Au changement par la révolution dans les pays arabes et en Afrique, on oppose une autre forme de changement partout ailleurs dans le monde : le changement par l'évolution. Illustré par l'élection d'Emmanuel Macron et la réussite des nationalistes corses en France, la montée des indépendantistes catalans en Espagne. Illustré aussi par l'élection de Donald Trump aux Etats-Unis et, en Grèce, par la victoire de Syriza. Illustré enfin par le Brexit, par l'élection du maire émigré et musulman de Londres, de la mairesse, issue du mouvement des Indignés, de Barcelone, et l'accession, au Premier ministère, d'un métisse homo en Irlande. L'humanité remet en cause absolument toutes les conventions et concède l'adage selon lequel toute vérité ne naît que malgré l'évidence.

Le monde d'aujourd'hui parait, déjà, négliger les nostalgiques. Celui de demain les striera carrément. Ceux qui croient qu'hier était mieux n'auront plus de place dans ce monde. Les nostalgiques vous diront certainement souvenez-vous, ceux d'aujourd'hui vous diront imaginez-vous.

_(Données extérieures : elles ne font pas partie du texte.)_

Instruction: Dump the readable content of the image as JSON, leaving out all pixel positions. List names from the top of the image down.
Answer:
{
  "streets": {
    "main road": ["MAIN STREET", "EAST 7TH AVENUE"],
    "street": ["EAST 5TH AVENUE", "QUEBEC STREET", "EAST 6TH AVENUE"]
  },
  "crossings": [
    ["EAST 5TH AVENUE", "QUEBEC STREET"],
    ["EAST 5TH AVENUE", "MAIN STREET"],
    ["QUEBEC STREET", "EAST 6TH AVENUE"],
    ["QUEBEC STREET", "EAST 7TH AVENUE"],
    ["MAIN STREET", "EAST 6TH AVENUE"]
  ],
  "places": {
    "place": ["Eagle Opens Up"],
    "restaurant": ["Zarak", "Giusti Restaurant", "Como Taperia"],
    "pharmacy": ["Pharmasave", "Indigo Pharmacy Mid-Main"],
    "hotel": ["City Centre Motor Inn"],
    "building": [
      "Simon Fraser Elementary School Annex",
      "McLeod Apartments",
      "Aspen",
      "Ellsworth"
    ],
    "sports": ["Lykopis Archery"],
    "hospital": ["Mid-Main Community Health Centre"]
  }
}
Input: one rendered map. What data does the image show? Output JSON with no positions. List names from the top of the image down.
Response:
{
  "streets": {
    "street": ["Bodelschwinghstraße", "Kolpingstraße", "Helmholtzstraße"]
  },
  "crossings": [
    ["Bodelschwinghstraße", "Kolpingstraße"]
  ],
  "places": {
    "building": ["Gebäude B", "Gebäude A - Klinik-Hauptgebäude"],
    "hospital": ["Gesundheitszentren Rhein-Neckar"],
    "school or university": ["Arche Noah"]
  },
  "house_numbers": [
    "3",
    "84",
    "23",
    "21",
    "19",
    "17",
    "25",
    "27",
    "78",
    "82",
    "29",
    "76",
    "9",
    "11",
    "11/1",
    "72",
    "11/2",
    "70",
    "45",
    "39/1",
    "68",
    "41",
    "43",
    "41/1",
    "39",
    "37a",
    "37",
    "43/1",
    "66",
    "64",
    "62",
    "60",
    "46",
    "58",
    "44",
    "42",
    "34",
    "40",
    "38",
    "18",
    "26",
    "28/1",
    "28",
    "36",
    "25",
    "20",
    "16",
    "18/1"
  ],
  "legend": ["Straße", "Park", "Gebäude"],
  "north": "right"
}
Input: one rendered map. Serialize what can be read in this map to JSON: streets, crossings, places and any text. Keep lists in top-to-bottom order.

Albert Einstein, l'un des maîtres en changement qui ait jamais existé, disait : «Tout changement durable et significatif prend naissance d'abord dans votre imagination, et puis se fraie un chemin vers la réalisation. L'imagination est plus importante que la connaissance».

L'imagination n'est autre que construction de l'inconnu à partir du connu. Le changement, quant à lui, n'est autre que rupture entre un connu et un inconnu. Nous nous devons alors de nous libérer du connu et repenser notre vie en adoptant l'inconnu, tel est notre mission, notre finalité et notre défi.